The LCC blue plaque tells us that:

London County Council

W H
Smith
1825 - 1891
Bookseller and
Statesman
lived here

Wikipedia tells us about William Henry Smith:

William Henry Smith PC (24 June 1825 – 6 October 1891) was an English bookseller and newsagent of the family firm W H Smith, who expanded the firm and introduced the practice of selling books and newspapers at railway stations. He was elected a Member of Parliament in 1868 and rose to the position of First Lord of the Admiralty less than ten years thereafter. Because of his lack of naval experience, he was perceived as a model for the character Sir Joseph Porter in H.M.S. Pinafore. In the mid-1880s, he was twice Secretary of State for War, and later First Lord of the Treasury and Leader of the House of Commons, among other posts.

Smith was born in London, the son of William Henry Smith (1792–1865). He was educated at Tavistock Grammar School before joining the business with his father in 1846, at which time the firm became W H Smith & Son. Smith and his father took advantage of the railway boom by opening newsstands on railway stations, starting with Euston in 1848. In 1850 the firm opened depots in Birmingham, Manchester and Liverpool. The business became a household name (W H Smith), and Smith used the success of the firm as a springboard into politics.

He was elected in February 1878 a Fellow of the Royal Society.

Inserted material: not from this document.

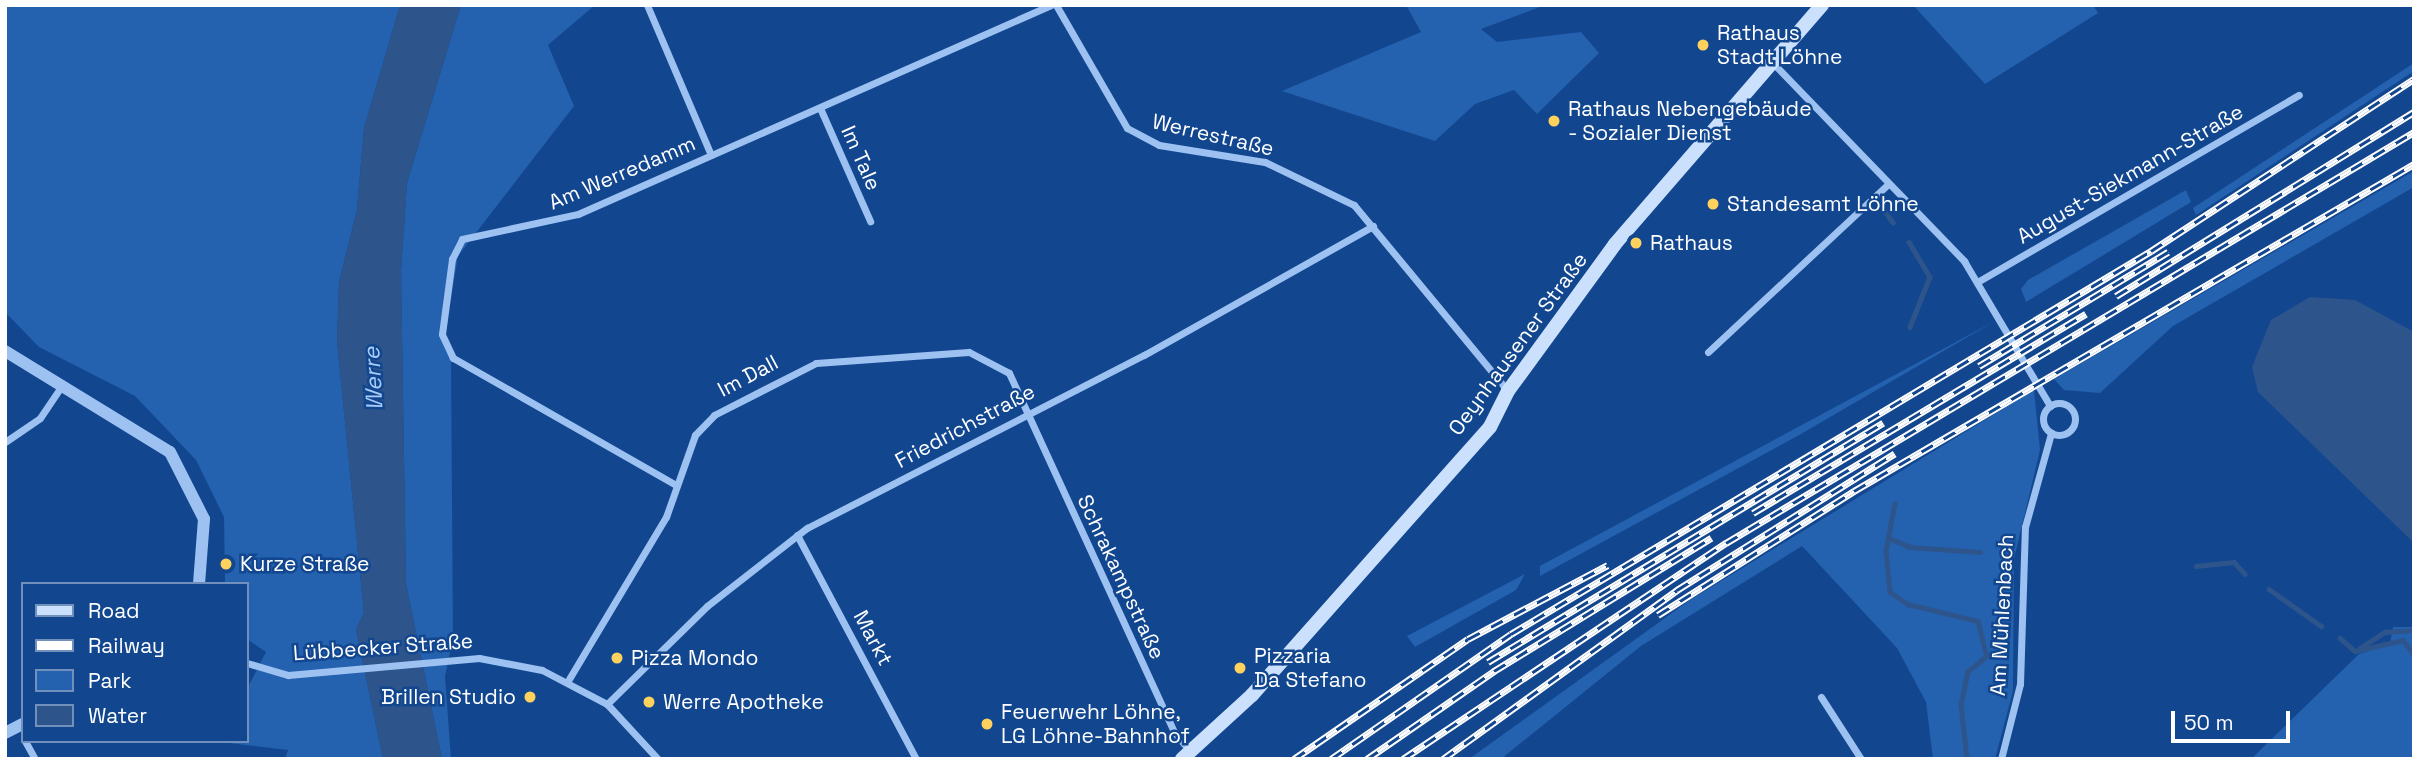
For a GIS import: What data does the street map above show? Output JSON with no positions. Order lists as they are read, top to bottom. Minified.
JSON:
{"streets":{"main road":["Oeynhausener Straße"],"street":["Werrestraße","Im Tale","Am Werredamm","August-Siekmann-Straße","Im Dall","Friedrichstraße","Schrakampstraße","Am Mühlenbach","Markt","Lübbecker Straße"]},"crossings":[["Werrestraße","Am Werredamm"],["Werrestraße","Oeynhausener Straße"],["Werrestraße","Friedrichstraße"],["Im Tale","Am Werredamm"],["Am Werredamm","Im Dall"],["Oeynhausener Straße","Schrakampstraße"],["Im Dall","Friedrichstraße"],["Im Dall","Schrakampstraße"],["Im Dall","Lübbecker Straße"],["Friedrichstraße","Schrakampstraße"],["Friedrichstraße","Markt"],["Friedrichstraße","Lübbecker Straße"]],"water":["Werre"],"places":["Rathaus Stadt Löhne","Rathaus Nebengebäude - Sozialer Dienst","Standesamt Löhne","Rathaus","Kurze Straße","Pizza Mondo","Pizzaria Da Stefano","Brillen Studio","Werre Apotheke","Feuerwehr Löhne, LG Löhne-Bahnhof"],"legend":["Road","Railway","Park","Water"],"scale_bar":"50 m"}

In 1868, Smith was elected Member of Parliament for Westminster as a Conservative after an initial attempt to get into Parliament as a "Liberal Conservative" in 1865 as a supporter of Palmerston. In 1874 Smith was appointed Financial Secretary to the Treasury when Disraeli returned as Prime Minister. In 1877 he became First Lord of the Admiralty. It has been claimed that Smith's appointment was the inspiration for the character of Sir Joseph Porter, KCB, in Gilbert and Sullivan's 1878 comic opera, H. M. S. Pinafore). Gilbert had written to Sullivan in December 1877 "The fact that the First Lord in the opera is a Radical of the most pronounced type will do away with any suspicion that W. H. Smith is intended." However, the character was seen as a reflection on Smith and even Disraeli was overheard to refer to his First Lord as "Pinafore Smith". It has been suggested that the Pinafore character was as much based on Smith's controversial predecessor as First Lord, Hugh Childers, as on Smith himself. Smith held this office for three years until the Liberals returned to power.

In 1885 a redistribution of seats led to Smith now standing for the Strand division in Westminster, and he served as Chief Secretary for Ireland for a short period in the following year. He was twice Secretary of State for War, the first time during Lord Salisbury's brief ministry between 1885 and 1886, and the second when the Conservatives won the 1886 General Election. He succeeded this appointment in 1887 as First Lord of the Treasury and Leader of the House of Commons, and became Lord Warden of the Cinque Ports in 1891.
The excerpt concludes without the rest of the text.